[RECORDS FOR THE TASK]:
------------------------------

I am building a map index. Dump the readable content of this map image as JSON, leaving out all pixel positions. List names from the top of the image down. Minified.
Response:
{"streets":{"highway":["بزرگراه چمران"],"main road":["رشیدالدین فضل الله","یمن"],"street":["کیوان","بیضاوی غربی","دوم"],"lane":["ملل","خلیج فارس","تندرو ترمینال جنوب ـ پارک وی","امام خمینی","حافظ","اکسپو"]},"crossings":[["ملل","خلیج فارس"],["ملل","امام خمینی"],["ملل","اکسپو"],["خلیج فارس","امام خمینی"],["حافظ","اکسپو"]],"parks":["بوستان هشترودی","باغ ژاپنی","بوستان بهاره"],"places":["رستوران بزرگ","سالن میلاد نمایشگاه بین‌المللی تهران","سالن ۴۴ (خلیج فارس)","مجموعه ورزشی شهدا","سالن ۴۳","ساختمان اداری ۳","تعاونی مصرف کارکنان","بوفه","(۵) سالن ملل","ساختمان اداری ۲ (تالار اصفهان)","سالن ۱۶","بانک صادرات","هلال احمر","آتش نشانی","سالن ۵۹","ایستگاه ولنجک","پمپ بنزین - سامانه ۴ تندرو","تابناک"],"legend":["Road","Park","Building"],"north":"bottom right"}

------------------------------

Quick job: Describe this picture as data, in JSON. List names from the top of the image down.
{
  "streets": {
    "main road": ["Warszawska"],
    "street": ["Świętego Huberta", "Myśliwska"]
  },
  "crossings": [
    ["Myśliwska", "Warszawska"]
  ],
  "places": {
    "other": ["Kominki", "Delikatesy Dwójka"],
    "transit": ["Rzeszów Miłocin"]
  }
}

------------------------------

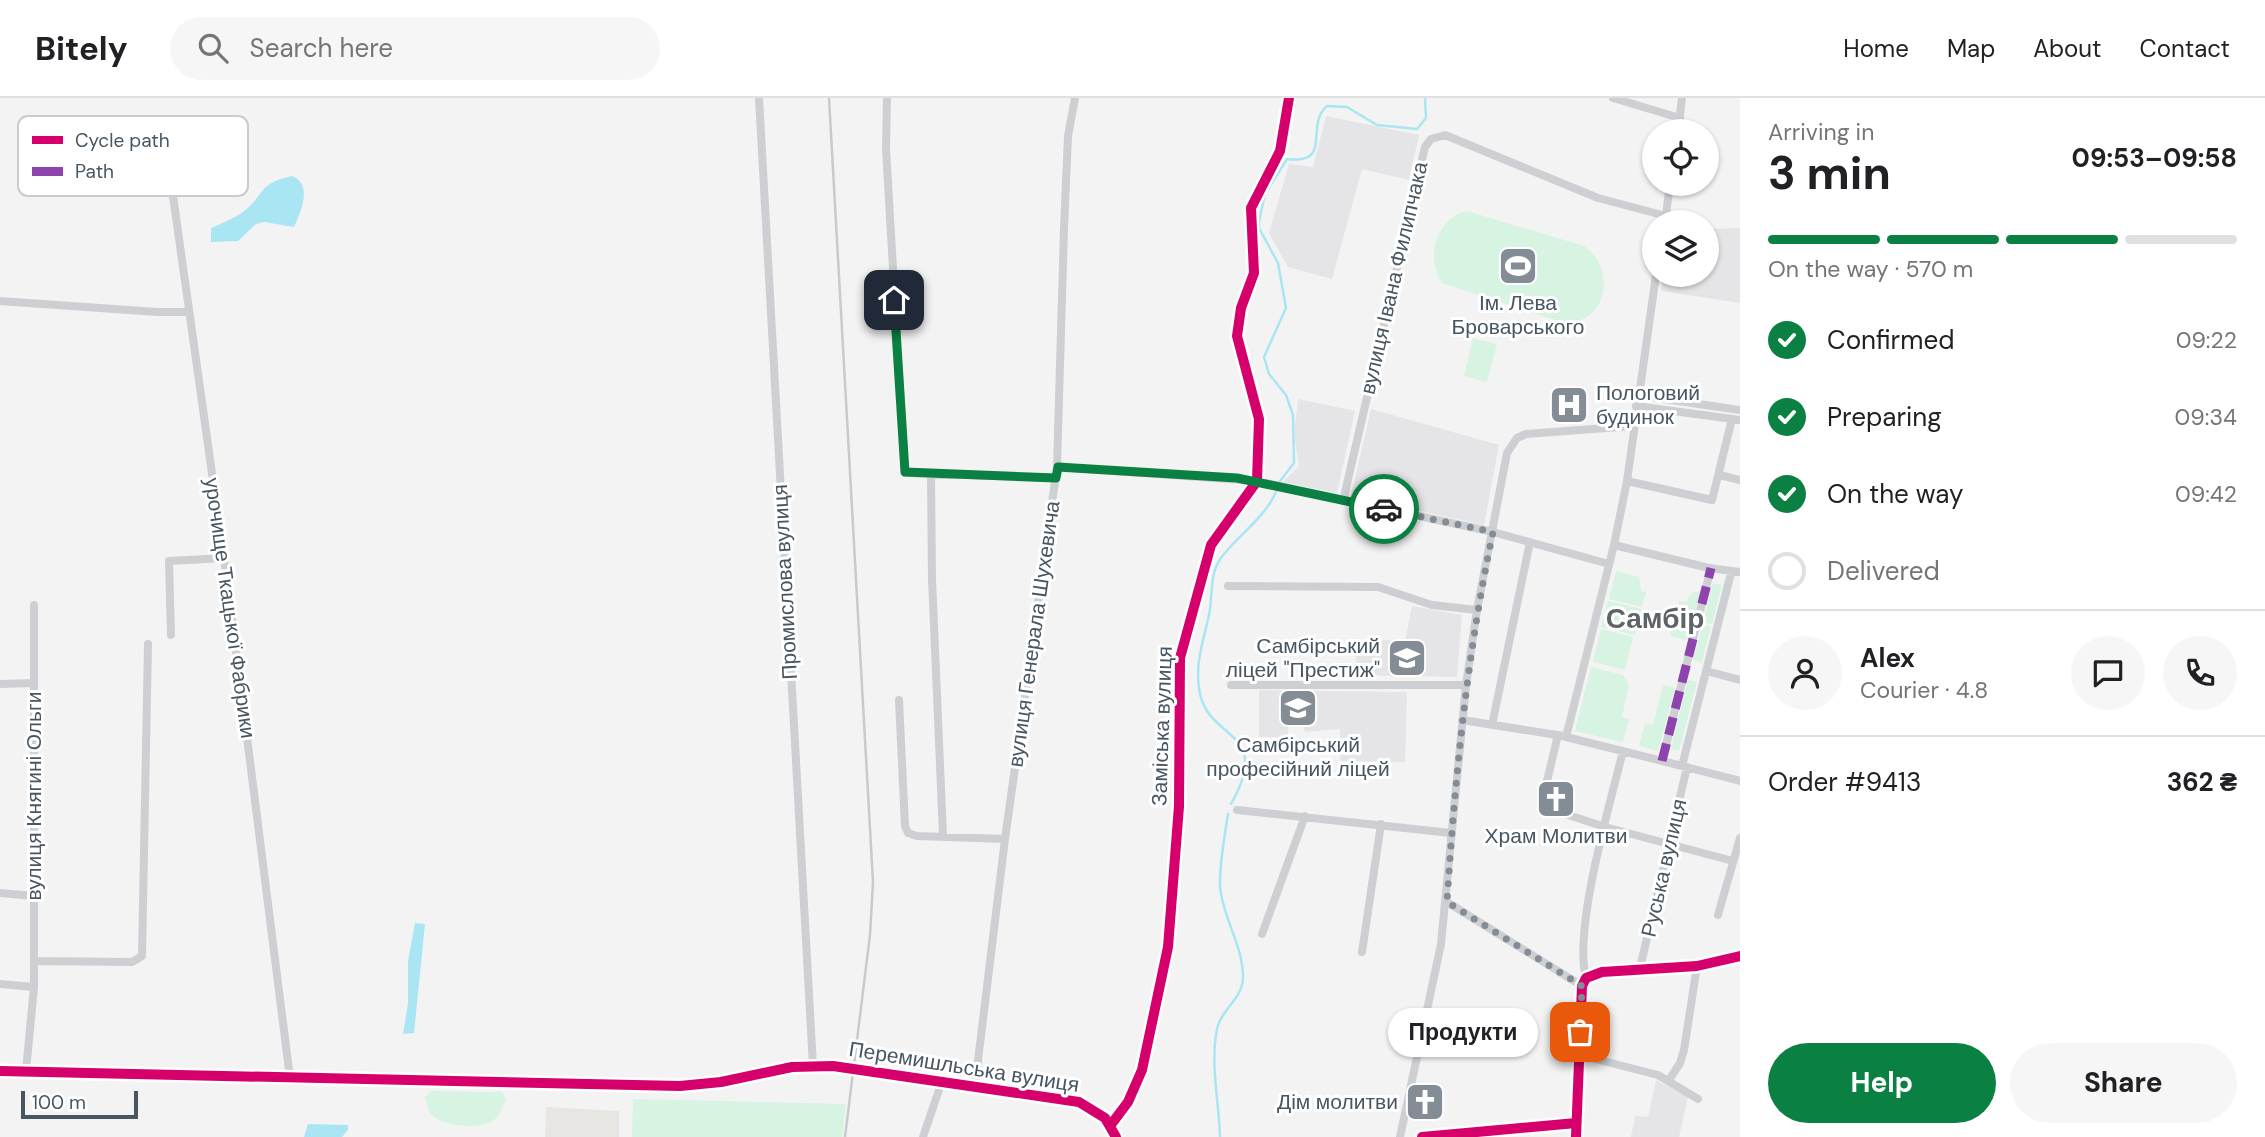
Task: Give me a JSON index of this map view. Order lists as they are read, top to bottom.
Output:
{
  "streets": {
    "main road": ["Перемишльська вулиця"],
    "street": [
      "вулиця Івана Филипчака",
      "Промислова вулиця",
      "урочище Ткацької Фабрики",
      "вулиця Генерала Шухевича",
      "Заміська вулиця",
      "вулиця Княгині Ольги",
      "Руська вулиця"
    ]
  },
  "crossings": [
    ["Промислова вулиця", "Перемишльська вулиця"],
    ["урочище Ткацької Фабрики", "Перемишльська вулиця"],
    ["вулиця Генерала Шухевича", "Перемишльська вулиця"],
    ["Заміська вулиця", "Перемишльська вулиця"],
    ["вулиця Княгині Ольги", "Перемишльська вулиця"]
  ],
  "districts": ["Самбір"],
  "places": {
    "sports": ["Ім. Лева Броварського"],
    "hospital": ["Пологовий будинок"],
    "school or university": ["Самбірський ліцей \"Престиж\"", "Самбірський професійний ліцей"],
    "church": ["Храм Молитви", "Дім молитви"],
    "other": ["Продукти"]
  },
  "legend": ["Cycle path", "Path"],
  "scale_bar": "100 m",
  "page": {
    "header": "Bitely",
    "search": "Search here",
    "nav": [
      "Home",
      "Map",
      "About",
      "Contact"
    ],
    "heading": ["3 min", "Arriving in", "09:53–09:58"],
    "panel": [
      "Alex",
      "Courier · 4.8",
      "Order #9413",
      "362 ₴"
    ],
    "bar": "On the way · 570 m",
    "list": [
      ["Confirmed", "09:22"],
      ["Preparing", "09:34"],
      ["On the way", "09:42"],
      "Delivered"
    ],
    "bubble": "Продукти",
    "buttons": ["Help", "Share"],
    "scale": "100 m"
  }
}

------------------------------

[ACTIVITY]: Pull out every line of the records that includes the string "index".

[EXERCISE SOLUTION]:
I am building a map index. Dump the readable content of this map image as JSON, leaving out all pixel positions. List names from the top of the image down. Minified.
Task: Give me a JSON index of this map view. Order lists as they are read, top to bottom.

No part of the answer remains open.